Skip to content

Mixing UCX pml and osc performance degradation #9080

Open
@devreal

Description

@devreal

I have been working on an experimental extension to MPI that is built on top of osc/ucx. Unfortunately, during experiments with PaRSEC I found that the combination of osc/ucx and pml/ucx leads to a significant performance degradation. I have not been able to reproduce this with a small example but I have been able to observe this behavior in a modified PaRSEC runtime where the data payload is transferred through both P2P and RMA operations.

In the PaRSEC runtime, a single thread manages the communication of all task inputs/outputs by sending active messages and posting nonblocking sends and receives. The active messages may potentially lead to a high number of unexpected messages. In the below figure, this is PaRSEC vanilla. A certain loss in per-node performance in such a relatively small Cholesky factorization with small tiles is expected as more nodes require more active messages and the communication becomes dominant.

I have modified the runtime such that the sent payload is also put into a preallocated window, essentially doubling the amount of data transferred (PaRSEC P2P+RMA). This leads to a significant drop in performance at 64 nodes when using pml/ucx. Inte With pml/ob1 (probably using btl/tcp) the base line is much lower but the slope matches that of vanilla PaRSEC, outperforming pml/ucx at 64 nodes.

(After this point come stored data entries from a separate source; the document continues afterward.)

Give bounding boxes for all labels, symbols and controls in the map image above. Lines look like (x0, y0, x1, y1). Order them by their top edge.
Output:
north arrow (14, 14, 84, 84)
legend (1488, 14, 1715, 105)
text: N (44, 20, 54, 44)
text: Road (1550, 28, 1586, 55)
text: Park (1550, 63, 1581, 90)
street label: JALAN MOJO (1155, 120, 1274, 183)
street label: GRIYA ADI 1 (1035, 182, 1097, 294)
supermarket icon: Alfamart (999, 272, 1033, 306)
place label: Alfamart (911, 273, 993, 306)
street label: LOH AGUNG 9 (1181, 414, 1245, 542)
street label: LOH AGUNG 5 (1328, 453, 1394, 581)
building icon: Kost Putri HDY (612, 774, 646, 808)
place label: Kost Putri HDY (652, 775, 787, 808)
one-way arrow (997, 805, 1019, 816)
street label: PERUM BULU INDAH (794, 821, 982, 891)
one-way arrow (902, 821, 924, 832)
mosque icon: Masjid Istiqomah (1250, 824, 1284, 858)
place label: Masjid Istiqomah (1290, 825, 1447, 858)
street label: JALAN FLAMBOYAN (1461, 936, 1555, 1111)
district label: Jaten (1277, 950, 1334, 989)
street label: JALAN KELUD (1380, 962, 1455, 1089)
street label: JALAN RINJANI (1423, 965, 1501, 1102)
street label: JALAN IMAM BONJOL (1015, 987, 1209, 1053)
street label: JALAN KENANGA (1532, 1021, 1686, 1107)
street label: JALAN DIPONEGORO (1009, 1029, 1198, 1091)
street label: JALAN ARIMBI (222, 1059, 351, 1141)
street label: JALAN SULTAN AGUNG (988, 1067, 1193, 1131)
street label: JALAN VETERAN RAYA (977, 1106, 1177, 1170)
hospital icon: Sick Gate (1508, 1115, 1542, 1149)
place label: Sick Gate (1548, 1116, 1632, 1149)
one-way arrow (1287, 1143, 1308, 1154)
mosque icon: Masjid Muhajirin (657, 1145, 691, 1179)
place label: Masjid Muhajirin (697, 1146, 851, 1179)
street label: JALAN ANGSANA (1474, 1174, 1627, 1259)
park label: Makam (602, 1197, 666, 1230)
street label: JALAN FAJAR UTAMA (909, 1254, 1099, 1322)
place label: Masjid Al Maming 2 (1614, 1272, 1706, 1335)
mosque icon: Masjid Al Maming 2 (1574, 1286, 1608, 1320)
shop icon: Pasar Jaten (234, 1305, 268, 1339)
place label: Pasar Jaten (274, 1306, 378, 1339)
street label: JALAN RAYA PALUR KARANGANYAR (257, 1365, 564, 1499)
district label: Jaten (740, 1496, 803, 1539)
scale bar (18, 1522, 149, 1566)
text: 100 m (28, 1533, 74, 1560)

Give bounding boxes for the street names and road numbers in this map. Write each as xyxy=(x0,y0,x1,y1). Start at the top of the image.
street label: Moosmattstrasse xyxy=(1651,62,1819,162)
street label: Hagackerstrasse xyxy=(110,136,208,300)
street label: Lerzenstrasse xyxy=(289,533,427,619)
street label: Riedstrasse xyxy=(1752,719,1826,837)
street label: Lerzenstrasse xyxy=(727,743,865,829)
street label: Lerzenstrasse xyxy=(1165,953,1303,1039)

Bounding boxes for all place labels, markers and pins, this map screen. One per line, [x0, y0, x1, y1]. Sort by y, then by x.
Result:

To make sure this is not a bandwidth issue, I used a second modified version in which the data is sent twice using send/recv (PaRSEC 2xP2P). In this case, the performance is mostly similar to the vanilla runtime. This leads me to conclude that this is not a bandwidth issue.

dpotrf_1222148-1

I had manually instrumented osc/ucx to warn about long calls into UCX and found that calls to ucp_put_nbi repeatedly took several milliseconds (up to approx. 20ms for a single call), which is likely the reason for the performance drop as other processes are starving while one is stuck in a put. However, I would like to know what is happening there as I want to combine P2P and RMA going forward. My theory of the case is that somehow the unexpected messages are handled inside the call to put. Interestingly though, the effect seems to be worse when the transfer size is increased (e.g., by increasing the tile size from 128 to 320). Any idea how I can find out what is happening inside UCX?

The system under test is a HPE Apollo with dual-socket AMD Rome 64 core processors with a HDR200 interconnect. Everything is compiled using GCC 10.2.0.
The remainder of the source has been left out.